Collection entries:
******************************

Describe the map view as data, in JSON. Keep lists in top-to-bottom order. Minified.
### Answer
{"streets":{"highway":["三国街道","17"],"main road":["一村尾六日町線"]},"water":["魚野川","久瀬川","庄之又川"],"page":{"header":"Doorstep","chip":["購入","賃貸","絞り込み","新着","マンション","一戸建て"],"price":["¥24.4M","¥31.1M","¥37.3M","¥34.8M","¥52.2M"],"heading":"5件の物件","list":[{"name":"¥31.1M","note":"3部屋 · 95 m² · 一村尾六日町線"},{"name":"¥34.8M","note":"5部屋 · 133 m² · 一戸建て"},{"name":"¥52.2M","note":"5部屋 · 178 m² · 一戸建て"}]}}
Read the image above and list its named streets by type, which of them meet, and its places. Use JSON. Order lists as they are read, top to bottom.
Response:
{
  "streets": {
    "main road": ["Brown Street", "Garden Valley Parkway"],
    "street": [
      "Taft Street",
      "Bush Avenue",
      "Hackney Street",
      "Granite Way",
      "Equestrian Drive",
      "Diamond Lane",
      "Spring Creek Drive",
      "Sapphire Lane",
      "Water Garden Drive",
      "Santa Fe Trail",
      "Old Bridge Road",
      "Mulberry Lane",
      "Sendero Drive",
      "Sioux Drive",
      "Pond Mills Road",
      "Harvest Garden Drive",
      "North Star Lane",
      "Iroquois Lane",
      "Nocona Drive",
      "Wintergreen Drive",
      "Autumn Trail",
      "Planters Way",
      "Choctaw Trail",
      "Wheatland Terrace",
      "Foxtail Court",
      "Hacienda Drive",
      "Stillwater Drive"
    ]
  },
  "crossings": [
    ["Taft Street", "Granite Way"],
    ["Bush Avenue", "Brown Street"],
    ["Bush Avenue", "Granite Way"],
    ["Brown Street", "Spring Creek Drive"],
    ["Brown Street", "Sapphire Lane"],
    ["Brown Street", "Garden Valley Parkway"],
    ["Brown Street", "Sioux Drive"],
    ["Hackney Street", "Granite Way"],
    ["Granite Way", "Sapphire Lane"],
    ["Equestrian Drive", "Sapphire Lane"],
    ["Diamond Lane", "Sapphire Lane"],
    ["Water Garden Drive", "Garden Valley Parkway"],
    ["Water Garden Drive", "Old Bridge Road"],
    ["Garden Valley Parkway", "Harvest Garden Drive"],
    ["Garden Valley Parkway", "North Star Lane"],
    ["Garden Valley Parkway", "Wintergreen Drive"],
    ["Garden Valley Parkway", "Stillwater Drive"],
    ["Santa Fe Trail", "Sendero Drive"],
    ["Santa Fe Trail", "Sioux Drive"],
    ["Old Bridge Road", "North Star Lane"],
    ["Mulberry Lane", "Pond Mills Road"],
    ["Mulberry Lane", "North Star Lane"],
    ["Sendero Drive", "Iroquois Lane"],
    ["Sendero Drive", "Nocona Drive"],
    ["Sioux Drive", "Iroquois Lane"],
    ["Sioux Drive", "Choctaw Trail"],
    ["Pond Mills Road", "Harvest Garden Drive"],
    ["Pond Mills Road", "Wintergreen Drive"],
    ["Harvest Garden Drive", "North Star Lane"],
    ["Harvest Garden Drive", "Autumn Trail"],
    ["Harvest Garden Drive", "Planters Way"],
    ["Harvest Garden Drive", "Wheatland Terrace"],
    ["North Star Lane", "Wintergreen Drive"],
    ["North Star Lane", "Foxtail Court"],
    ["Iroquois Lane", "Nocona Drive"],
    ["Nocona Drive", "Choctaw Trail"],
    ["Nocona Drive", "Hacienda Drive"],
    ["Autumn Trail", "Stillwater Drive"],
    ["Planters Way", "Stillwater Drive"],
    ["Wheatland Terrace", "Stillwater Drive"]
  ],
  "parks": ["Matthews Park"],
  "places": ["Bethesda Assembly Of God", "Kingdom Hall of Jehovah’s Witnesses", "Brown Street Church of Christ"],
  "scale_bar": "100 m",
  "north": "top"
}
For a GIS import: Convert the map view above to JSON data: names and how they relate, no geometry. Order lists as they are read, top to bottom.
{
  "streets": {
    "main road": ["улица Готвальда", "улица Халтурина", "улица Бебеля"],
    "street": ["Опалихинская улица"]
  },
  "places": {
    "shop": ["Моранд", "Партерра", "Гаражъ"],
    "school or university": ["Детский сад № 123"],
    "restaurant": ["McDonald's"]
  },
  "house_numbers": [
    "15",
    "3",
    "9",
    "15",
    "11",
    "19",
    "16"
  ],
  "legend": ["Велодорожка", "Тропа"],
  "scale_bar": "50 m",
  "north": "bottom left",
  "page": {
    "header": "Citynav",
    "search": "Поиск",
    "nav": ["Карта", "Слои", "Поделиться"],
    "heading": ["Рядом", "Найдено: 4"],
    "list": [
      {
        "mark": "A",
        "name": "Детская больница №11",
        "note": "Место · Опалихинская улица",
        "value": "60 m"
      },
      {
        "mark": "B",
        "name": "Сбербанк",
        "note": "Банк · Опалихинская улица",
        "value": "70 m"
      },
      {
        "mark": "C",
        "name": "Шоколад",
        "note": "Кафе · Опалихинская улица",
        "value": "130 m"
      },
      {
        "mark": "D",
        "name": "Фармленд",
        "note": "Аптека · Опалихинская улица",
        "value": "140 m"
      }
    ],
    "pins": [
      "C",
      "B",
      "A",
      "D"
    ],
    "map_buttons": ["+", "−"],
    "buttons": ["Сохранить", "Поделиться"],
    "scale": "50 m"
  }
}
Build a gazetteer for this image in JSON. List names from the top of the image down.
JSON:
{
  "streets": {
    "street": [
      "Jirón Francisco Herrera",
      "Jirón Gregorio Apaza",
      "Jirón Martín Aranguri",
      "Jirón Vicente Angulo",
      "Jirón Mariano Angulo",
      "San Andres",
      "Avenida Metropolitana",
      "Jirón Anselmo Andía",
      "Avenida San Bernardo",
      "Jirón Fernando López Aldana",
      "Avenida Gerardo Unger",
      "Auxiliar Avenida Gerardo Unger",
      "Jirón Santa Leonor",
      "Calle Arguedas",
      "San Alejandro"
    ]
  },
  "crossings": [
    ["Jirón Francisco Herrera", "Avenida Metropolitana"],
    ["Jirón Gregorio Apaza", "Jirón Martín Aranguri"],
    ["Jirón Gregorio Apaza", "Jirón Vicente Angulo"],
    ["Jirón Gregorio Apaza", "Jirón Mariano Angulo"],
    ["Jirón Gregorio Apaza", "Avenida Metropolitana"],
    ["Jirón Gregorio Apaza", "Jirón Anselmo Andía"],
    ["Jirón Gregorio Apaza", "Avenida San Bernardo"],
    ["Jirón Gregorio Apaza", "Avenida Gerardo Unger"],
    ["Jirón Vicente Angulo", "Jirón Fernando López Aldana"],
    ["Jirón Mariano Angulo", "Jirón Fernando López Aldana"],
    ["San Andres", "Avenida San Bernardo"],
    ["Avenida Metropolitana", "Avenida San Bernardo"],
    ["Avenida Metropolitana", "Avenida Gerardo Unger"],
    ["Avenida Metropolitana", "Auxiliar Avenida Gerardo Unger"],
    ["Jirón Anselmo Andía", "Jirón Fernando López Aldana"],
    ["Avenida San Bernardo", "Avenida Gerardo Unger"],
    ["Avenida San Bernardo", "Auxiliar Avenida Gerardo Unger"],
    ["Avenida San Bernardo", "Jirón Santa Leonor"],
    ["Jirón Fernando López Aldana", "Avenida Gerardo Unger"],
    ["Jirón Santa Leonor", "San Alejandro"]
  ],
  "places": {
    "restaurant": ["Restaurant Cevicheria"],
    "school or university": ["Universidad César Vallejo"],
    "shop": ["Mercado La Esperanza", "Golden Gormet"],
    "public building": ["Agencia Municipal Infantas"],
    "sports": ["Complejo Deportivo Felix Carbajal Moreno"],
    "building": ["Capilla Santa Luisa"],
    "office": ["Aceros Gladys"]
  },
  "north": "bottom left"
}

******************************

Instructions to follow: Copy each line above containing the string "Trail".

Your solution:
      "Santa Fe Trail",
      "Autumn Trail",
      "Choctaw Trail",
    ["Santa Fe Trail", "Sendero Drive"],
    ["Santa Fe Trail", "Sioux Drive"],
    ["Sioux Drive", "Choctaw Trail"],
    ["Harvest Garden Drive", "Autumn Trail"],
    ["Nocona Drive", "Choctaw Trail"],
    ["Autumn Trail", "Stillwater Drive"],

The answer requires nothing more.